WHAT YOU NEED TO DO: Whenever a line in the data below includes the string "white", copy it out.

SUPPLIED DATA:
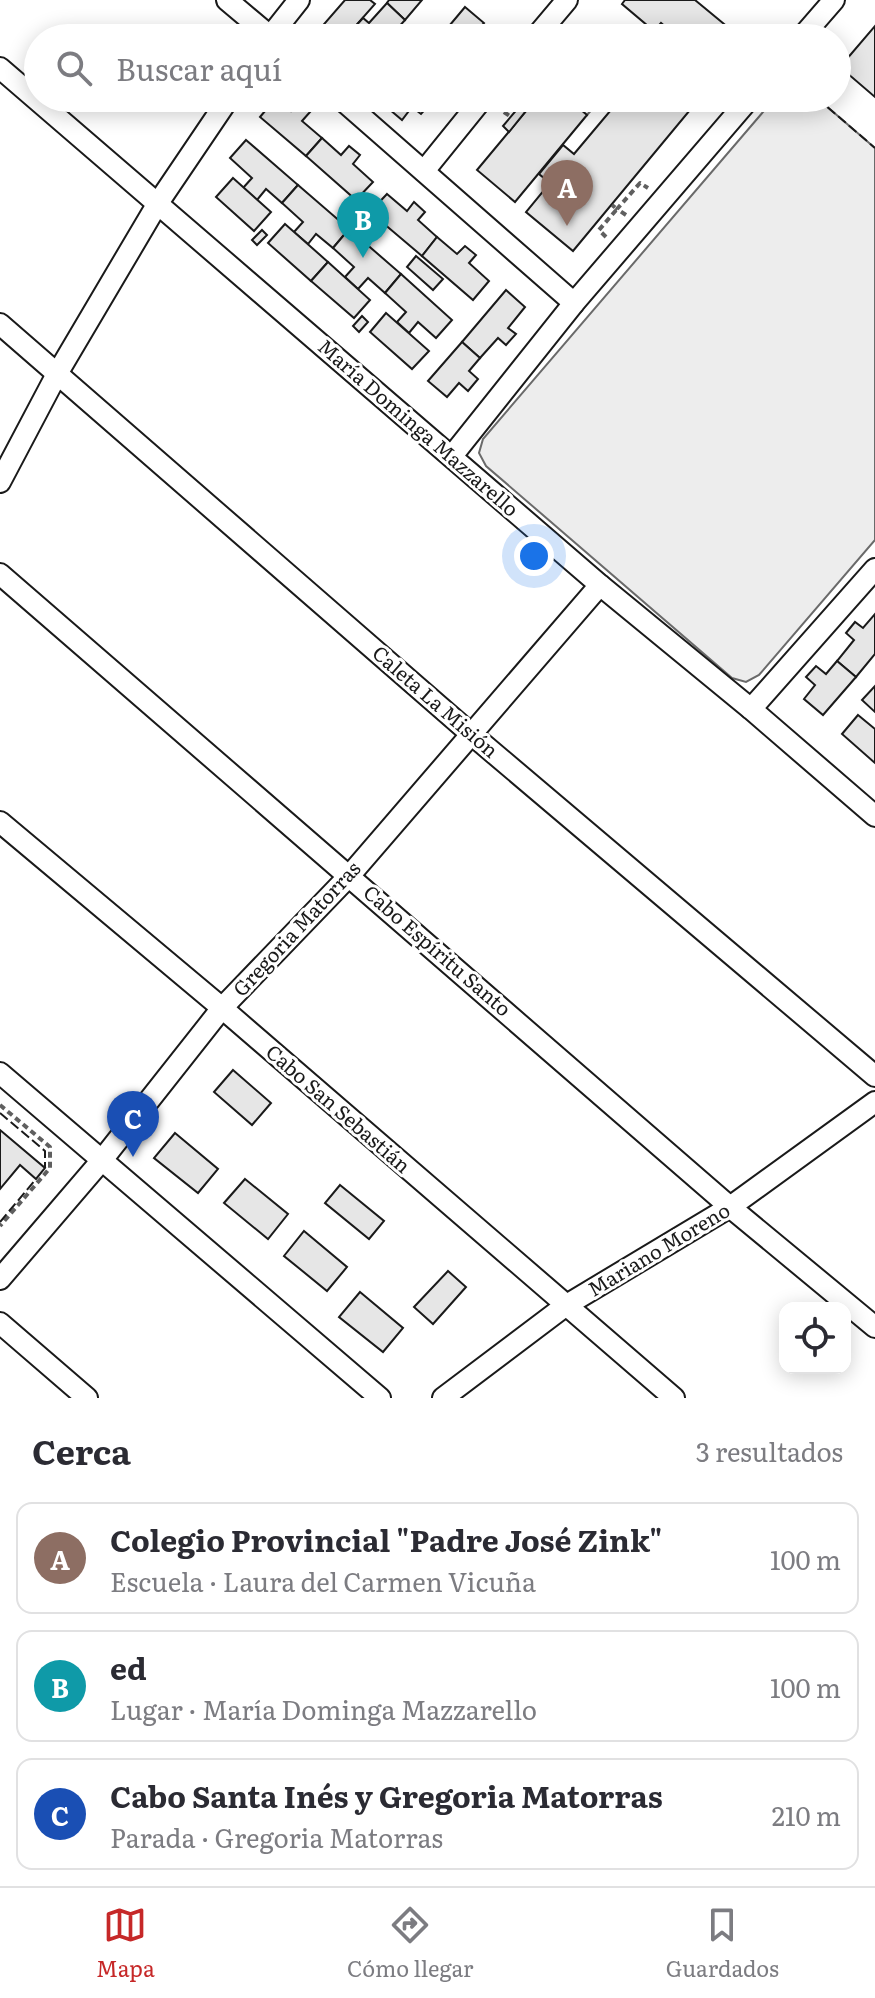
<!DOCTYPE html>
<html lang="es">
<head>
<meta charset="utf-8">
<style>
	:root { --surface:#fff; --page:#f2f2f3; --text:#2b2b33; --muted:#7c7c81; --line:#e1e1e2; --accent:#c62828 }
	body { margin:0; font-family:Literata,serif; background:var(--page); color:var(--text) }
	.controls { position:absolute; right:24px; bottom:24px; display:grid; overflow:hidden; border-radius:16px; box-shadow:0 4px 20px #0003 }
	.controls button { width:72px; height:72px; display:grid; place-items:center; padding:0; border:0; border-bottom:2px solid var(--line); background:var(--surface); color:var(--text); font:40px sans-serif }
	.you { position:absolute; left:534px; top:556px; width:28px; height:28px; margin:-20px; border:6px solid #fff; border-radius:50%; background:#1a73e8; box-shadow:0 0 0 12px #1a73e833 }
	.badge { display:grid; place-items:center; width:52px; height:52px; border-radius:50%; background:var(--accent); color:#fff; font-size:26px; font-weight:700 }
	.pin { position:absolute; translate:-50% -66px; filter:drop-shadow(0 2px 4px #0008) }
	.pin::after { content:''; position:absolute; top:42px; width:28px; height:24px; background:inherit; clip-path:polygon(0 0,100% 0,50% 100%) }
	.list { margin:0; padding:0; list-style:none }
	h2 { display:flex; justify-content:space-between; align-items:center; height:104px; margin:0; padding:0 32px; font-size:34px }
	h2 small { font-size:26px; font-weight:400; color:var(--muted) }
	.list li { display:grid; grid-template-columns:52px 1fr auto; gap:24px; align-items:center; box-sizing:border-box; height:112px; margin:0 16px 16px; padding:0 16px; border:2px solid var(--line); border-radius:16px }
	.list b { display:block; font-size:30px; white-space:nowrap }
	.list p { margin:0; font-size:26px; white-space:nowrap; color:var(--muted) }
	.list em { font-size:26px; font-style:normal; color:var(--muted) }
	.icon { flex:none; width:44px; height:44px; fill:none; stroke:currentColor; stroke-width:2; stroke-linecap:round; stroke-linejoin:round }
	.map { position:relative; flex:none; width:875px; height:1398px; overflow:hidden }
	.search { position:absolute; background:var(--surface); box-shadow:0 4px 20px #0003; left:24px; right:24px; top:24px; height:88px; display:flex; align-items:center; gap:20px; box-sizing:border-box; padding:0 28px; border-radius:44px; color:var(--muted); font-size:30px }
	.sheet { height:488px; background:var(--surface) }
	nav { display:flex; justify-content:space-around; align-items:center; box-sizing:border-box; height:112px; border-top:2px solid var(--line); background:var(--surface); font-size:22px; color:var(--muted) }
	nav a { display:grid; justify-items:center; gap:4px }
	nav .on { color:var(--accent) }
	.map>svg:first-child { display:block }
</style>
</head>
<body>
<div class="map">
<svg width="875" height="1398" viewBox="0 0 875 1398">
	<rect width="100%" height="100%" fill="#fff"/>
	<g fill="#ededed" stroke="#6a6a6a" stroke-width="2">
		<path d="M 567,98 L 602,98 L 587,115 Z"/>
		<path d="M 775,98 L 817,98 L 875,148 L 875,540 L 759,675 L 746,682 L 732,678 L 486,466 L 479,453 L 483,439 Z"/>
	</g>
	<g fill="#e6e6e6" stroke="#1a1a1a" stroke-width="2">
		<path d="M 345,0 L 370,0 L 375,4 L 345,38 L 327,38 L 318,31 Z"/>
		<path d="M 389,0 L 422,0 L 405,20 L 387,3 Z"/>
		<path d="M 625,0 L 695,0 L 741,38 L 670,38 L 674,34 L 661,23 L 654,31 L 622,4 Z"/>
		<path d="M 387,3 L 405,20 L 389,38 L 356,38 L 359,35 L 353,29 L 363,18 L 369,23 Z"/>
		<path d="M 465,7 L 484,23 L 471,38 L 439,38 Z"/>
		<path d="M 875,26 L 875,97 L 840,67 Z"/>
		<path d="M 276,98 L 291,111 L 299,102 L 310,112 L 302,121 L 322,138 L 306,156 L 260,117 Z"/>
		<path d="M 388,98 L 425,98 L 431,103 L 421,114 L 412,107 L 402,120 L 383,104 Z"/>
		<path d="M 537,98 L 567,98 L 587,115 L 515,202 L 477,170 Z"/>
		<path d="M 621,98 L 700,98 L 573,251 L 526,212 L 550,183 L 539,174 L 563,145 L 574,154 Z"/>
		<path d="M 519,107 L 525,112 L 509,132 L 503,126 Z"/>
		<path d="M 322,138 L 341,155 L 349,146 L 360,155 L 353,164 L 373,182 L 356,200 L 306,156 Z"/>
		<path d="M 246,140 L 298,185 L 282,203 L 266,189 L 257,200 L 243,188 L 252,178 L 230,158 Z"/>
		<path d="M 233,178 L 271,212 L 254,231 L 216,197 Z"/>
		<path d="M 298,185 L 349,229 L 333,248 L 316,234 L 308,244 L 294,232 L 303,222 L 282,203 Z"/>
		<path d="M 387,194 L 407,211 L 414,202 L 425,212 L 418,220 L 437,237 L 422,256 L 370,212 Z"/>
		<path d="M 285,224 L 328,262 L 311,281 L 268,243 Z"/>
		<path d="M 349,229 L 401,274 L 385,293 L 368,278 L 358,289 L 345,277 L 354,267 L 333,248 Z"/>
		<path d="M 262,230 L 267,235 L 257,245 L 252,240 Z"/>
		<path d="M 437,237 L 457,254 L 465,246 L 476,255 L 469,263 L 489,281 L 473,300 L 422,256 Z"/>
		<path d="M 416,256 L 443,279 L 433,290 L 407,267 Z"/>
		<path d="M 328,262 L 370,300 L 354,318 L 311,281 Z"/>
		<path d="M 401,274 L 452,320 L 436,338 L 418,322 L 409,333 L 397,322 L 406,312 L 385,293 Z"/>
		<path d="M 506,290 L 525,307 L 508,328 L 516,334 L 506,345 L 498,338 L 480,358 L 462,342 Z"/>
		<path d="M 386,313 L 429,351 L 412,369 L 370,332 Z"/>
		<path d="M 362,316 L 368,322 L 359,332 L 353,326 Z"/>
		<path d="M 462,342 L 480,358 L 469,371 L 478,379 L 468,391 L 459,383 L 447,397 L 428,381 Z"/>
		<path d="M 875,614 L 875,654 L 856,677 L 837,661 L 854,640 L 846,633 L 855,622 L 863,628 Z"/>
		<path d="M 837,661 L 856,677 L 823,715 L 804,699 L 815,685 L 806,677 L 816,666 L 826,674 Z"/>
		<path d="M 875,686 L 875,712 L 862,700 Z"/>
		<path d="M 858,715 L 875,729 L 875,763 L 842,734 Z"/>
		<path d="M 233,1070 L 271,1103 L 252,1125 L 214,1092 Z"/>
		<path d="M 0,1130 L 45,1168 L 36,1179 L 20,1165 L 0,1189 Z"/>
		<path d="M 175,1133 L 218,1169 L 198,1193 L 154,1158 Z"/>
		<path d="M 245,1179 L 288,1214 L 268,1239 L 224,1203 Z"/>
		<path d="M 340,1185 L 384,1221 L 369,1239 L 325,1203 Z"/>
		<path d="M 304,1231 L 347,1267 L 327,1291 L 284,1256 Z"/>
		<path d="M 448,1271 L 466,1287 L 433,1324 L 414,1307 Z"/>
		<path d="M 360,1292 L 403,1328 L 383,1352 L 339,1317 Z"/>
	</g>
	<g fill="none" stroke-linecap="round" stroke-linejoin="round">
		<g stroke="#1a1a1a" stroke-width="24">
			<g id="minor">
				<path d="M 227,0 L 272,38"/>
				<path d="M 269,38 L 299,0"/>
				<path d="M 535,38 L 567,0"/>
				<path d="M 801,38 L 834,0"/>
				<path d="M 0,68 L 600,585 L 751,709 L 875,816"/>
				<path d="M 340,98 L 574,303"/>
				<path d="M 424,171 L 483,98"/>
				<path d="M 0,324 L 470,733 L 875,1076"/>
				<path d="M 452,456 L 574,303 L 750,98"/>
				<path d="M 0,482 L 57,374 L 158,203 L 229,98"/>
				<path d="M 0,574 L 730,1207 L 875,1327"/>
				<path d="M 751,709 L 875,569"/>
				<path d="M 0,822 L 222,1008 L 674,1398"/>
				<path d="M 0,1073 L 380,1398"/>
				<path d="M 0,1279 L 102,1160 L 222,1008 L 350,875 L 600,585"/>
				<path d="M 0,1323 L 87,1398"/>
				<path d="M 443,1398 L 565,1306 L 730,1207 L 875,1102"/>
			</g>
		</g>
		<g stroke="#5f5f5f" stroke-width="4" stroke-dasharray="6 4" stroke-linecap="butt">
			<path d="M 504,112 L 511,117"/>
			<path d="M 626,215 L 617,209 L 640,183 L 648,188"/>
			<path d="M 606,237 L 599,230 L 617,209 L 612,205"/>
			<path d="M 0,1105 L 50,1147 L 50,1168 L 0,1226"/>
		</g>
		<use href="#minor" stroke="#fff" stroke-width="20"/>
		<g stroke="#1a1a1a" stroke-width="2" stroke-dasharray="10 4" stroke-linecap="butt">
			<path d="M 817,98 L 875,148"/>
			<path d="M 0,1113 L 45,1151 L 45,1168"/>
			<path d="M 0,1222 L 36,1179"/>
		</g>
	</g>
	<g text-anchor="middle" stroke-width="6" stroke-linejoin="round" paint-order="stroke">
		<g font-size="20" fill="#1a1a1a" stroke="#fff">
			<text transform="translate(418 428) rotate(41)" y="7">María Dominga Mazzarello</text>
			<text transform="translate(435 702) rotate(41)" y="7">Caleta La Misión</text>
			<text transform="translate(297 929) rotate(-47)" y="7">Gregoria Matorras</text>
			<text transform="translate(437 951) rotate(41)" y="7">Cabo Espíritu Santo</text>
			<text transform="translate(338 1109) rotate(41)" y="7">Cabo San Sebastián</text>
			<text transform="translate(659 1250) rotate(-31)" y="7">Mariano Moreno</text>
		</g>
	</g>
</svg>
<div class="controls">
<button><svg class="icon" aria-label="locate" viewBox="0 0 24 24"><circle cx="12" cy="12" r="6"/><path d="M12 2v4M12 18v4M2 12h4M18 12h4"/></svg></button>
</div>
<div class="you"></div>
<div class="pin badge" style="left:567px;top:226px;background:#8d6e63">A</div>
<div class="pin badge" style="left:363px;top:258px;background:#0f9aa8">B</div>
<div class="pin badge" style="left:133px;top:1157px;background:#1a4fb4">C</div>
<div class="search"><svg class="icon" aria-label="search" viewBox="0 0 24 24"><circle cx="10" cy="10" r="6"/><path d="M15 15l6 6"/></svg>Buscar aquí</div>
</div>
<section class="sheet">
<h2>Cerca<small>3 resultados</small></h2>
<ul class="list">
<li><span class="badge" style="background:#8d6e63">A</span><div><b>Colegio Provincial &quot;Padre José Zink&quot;</b><p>Escuela · Laura del Carmen Vicuña</p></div><em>100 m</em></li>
<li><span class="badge" style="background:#0f9aa8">B</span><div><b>ed</b><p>Lugar · María Dominga Mazzarello</p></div><em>100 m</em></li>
<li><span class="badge" style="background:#1a4fb4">C</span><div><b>Cabo Santa Inés y Gregoria Matorras</b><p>Parada · Gregoria Matorras</p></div><em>210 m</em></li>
</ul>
</section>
<nav>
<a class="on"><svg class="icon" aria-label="map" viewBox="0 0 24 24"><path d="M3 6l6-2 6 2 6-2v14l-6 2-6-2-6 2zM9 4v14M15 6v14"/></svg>Mapa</a>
<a><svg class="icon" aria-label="directions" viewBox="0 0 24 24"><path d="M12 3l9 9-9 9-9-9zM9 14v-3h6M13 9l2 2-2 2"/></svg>Cómo llegar</a>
<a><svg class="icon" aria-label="saved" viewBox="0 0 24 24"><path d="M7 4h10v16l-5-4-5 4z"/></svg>Guardados</a>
</nav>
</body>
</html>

THE COMPLETED TASK:
	.list b { display:block; font-size:30px; white-space:nowrap }
	.list p { margin:0; font-size:26px; white-space:nowrap; color:var(--muted) }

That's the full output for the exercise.